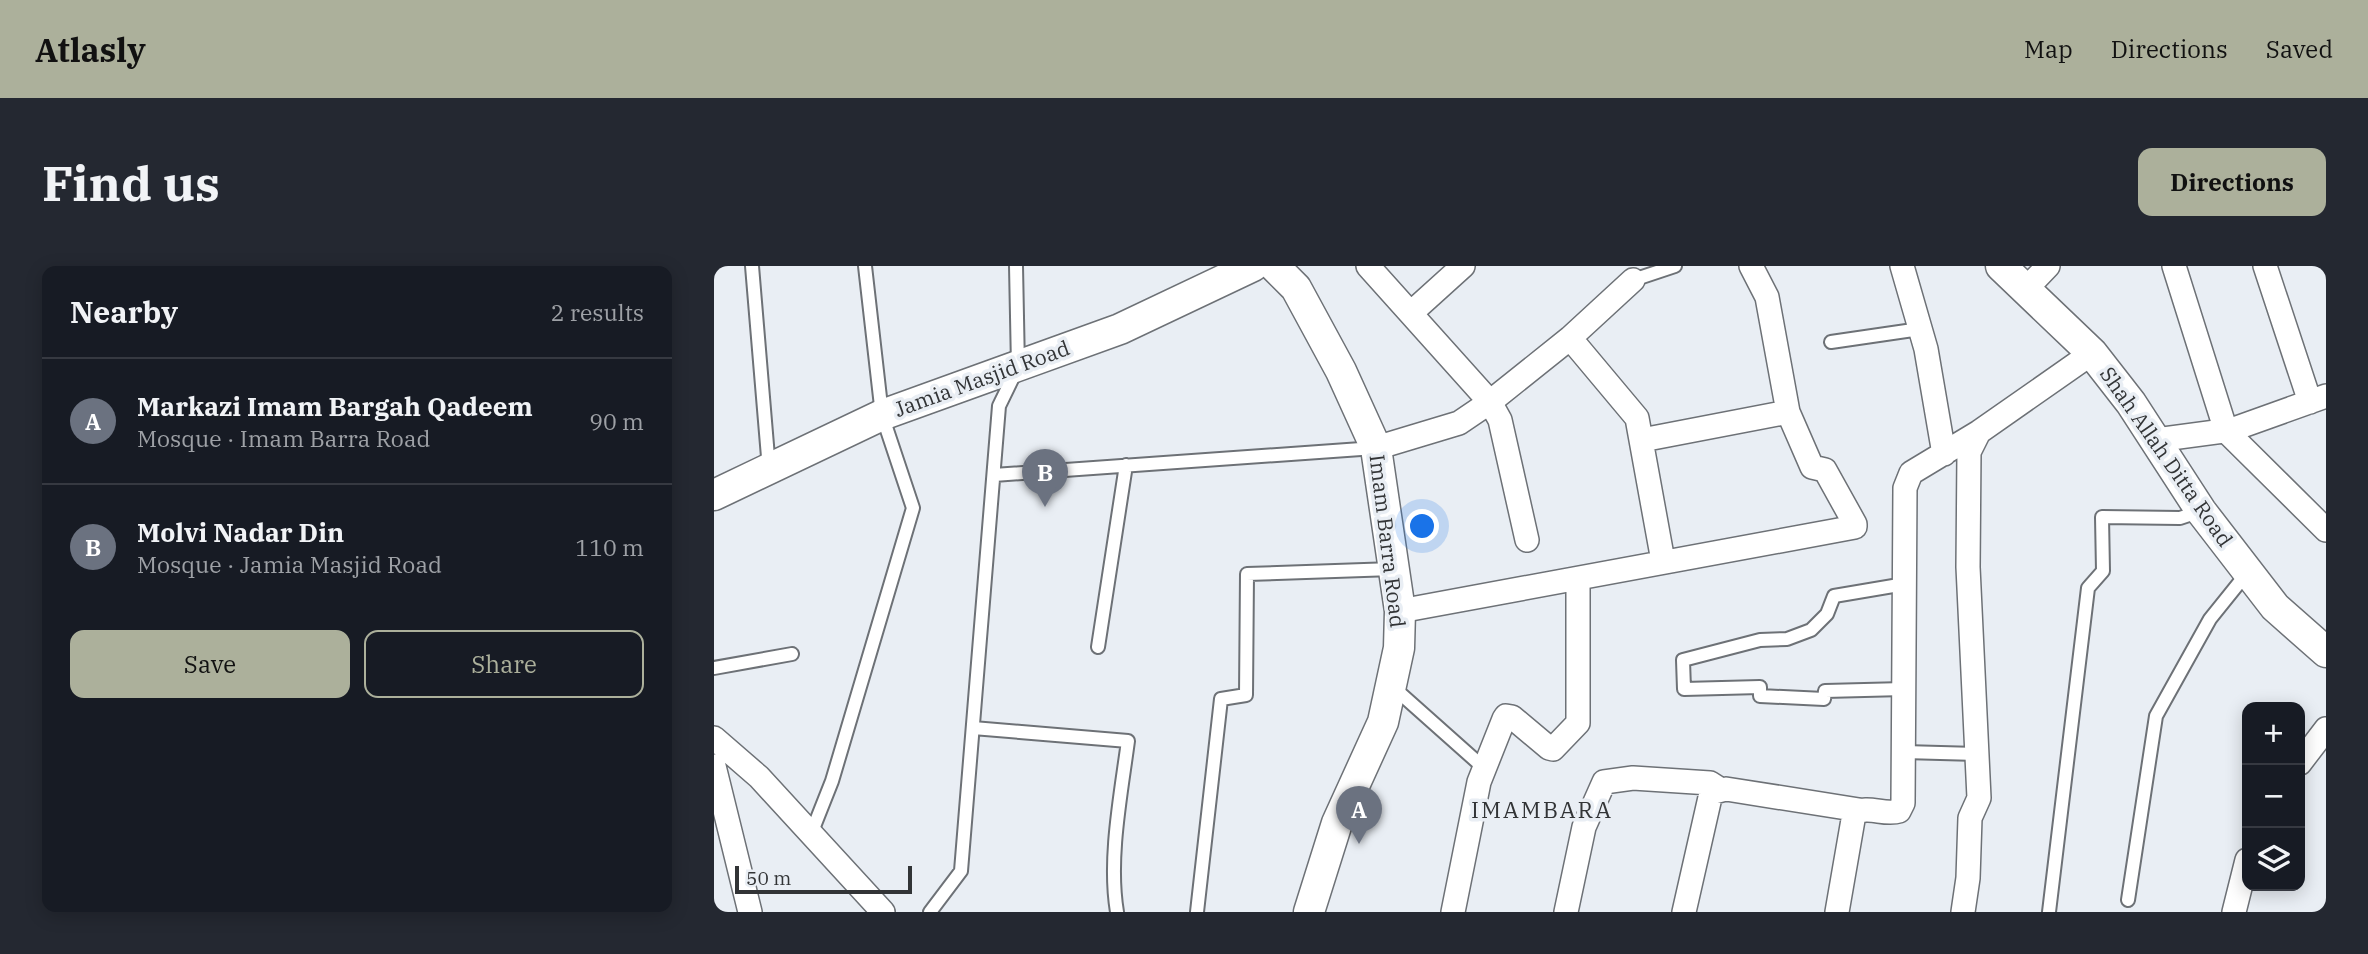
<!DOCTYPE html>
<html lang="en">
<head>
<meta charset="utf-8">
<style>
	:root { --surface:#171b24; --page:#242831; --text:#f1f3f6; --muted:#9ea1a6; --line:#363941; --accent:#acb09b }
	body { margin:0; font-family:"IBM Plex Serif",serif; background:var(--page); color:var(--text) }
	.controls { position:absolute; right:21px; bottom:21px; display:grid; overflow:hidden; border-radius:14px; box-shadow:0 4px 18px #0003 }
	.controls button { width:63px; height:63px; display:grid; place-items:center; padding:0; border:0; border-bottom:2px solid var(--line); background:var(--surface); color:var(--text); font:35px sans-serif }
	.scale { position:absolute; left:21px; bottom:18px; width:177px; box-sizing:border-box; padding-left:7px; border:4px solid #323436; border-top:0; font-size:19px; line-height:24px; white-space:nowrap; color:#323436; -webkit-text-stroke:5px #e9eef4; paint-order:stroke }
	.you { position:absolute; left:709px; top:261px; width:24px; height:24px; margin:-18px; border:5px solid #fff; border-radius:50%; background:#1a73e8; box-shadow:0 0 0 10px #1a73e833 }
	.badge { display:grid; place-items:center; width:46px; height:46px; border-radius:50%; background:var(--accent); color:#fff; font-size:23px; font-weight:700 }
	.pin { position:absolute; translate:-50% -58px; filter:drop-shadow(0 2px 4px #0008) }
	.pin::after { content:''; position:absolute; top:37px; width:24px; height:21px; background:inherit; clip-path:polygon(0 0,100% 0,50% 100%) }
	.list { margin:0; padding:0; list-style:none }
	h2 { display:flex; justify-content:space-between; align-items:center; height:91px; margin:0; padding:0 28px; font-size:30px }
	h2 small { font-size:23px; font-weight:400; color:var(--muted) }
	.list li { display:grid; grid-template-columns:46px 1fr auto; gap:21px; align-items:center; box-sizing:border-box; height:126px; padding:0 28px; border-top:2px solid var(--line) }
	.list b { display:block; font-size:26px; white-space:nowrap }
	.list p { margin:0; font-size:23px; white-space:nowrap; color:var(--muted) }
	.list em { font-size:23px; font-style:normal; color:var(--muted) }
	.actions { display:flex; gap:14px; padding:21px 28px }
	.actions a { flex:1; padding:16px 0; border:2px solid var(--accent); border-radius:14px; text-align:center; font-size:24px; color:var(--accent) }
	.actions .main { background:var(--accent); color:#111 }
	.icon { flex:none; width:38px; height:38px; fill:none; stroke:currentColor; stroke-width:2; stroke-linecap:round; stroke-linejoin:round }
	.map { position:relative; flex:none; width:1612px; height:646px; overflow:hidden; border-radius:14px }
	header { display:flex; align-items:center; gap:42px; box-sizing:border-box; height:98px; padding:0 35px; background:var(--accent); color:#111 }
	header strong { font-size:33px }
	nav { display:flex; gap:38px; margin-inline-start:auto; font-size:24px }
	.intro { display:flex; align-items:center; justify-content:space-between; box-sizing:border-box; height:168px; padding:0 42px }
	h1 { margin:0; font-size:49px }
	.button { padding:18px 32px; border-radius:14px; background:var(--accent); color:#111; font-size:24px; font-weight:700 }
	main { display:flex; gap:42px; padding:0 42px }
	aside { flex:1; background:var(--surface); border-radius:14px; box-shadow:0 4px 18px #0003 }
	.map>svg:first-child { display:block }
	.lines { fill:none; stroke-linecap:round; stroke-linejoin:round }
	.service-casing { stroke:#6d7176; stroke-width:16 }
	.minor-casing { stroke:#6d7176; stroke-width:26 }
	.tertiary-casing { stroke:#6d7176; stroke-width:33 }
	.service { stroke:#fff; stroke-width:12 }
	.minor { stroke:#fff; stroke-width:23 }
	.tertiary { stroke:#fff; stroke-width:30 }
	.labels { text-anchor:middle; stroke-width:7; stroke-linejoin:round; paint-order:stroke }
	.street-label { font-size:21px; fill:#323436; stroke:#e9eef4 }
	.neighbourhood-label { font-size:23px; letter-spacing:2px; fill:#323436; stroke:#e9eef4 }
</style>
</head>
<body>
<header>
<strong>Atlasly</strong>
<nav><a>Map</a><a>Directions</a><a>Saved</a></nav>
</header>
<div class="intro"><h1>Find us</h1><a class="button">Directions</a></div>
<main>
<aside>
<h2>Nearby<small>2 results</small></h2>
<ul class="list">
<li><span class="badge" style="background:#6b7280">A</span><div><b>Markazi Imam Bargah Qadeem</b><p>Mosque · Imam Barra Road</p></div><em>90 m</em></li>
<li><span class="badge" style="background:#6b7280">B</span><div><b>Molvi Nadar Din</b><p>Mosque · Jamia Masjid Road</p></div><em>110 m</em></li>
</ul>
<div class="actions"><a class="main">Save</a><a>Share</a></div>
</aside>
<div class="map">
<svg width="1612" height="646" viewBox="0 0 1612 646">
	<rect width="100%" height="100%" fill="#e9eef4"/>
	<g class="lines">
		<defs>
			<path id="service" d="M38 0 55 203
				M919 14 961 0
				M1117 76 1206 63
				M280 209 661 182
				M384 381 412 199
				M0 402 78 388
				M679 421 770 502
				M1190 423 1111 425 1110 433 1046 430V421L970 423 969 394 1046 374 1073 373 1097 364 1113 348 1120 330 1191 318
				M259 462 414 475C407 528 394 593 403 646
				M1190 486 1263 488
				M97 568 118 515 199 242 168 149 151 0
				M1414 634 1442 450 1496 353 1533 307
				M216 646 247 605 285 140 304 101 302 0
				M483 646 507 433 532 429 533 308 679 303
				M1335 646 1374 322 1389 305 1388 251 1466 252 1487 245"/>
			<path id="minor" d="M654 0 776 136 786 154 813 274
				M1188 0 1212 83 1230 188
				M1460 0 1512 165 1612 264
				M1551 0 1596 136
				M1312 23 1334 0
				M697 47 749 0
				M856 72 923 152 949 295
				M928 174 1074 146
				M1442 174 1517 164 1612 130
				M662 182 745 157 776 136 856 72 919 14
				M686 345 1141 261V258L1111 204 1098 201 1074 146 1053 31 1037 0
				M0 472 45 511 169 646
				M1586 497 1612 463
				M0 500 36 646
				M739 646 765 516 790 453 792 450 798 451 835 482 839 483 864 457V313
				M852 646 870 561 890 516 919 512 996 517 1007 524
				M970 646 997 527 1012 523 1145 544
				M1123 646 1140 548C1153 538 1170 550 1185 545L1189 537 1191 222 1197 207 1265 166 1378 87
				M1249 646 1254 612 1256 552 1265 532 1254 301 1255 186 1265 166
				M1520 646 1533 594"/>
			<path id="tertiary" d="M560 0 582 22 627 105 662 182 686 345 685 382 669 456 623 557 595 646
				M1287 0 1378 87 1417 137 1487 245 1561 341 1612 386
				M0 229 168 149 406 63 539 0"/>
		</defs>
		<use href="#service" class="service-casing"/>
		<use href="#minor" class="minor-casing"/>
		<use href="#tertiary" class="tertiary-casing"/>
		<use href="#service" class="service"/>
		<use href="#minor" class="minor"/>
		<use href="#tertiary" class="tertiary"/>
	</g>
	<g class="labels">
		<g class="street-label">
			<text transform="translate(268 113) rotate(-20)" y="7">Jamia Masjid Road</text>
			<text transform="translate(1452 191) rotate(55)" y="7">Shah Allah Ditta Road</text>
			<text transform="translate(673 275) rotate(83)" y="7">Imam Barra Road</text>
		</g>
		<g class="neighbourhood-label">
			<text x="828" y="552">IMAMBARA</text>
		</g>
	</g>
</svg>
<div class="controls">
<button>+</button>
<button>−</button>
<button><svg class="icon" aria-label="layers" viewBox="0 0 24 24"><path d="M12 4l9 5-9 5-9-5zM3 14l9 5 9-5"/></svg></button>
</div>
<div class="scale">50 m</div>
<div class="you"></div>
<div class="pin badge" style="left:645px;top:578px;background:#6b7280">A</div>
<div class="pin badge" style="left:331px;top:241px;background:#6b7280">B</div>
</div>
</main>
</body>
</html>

━━━━━━━━

→ **AIM OF THE TASK**: All that is wanted is a faithful reproduction of the line above with "M1117 76 1206 63", the line with "M259 462 414 475C407 528 394 593 403 646", and every line in between.

→ **RESULT OF THE EXERCISE**:
				M1117 76 1206 63
				M280 209 661 182
				M384 381 412 199
				M0 402 78 388
				M679 421 770 502
				M1190 423 1111 425 1110 433 1046 430V421L970 423 969 394 1046 374 1073 373 1097 364 1113 348 1120 330 1191 318
				M259 462 414 475C407 528 394 593 403 646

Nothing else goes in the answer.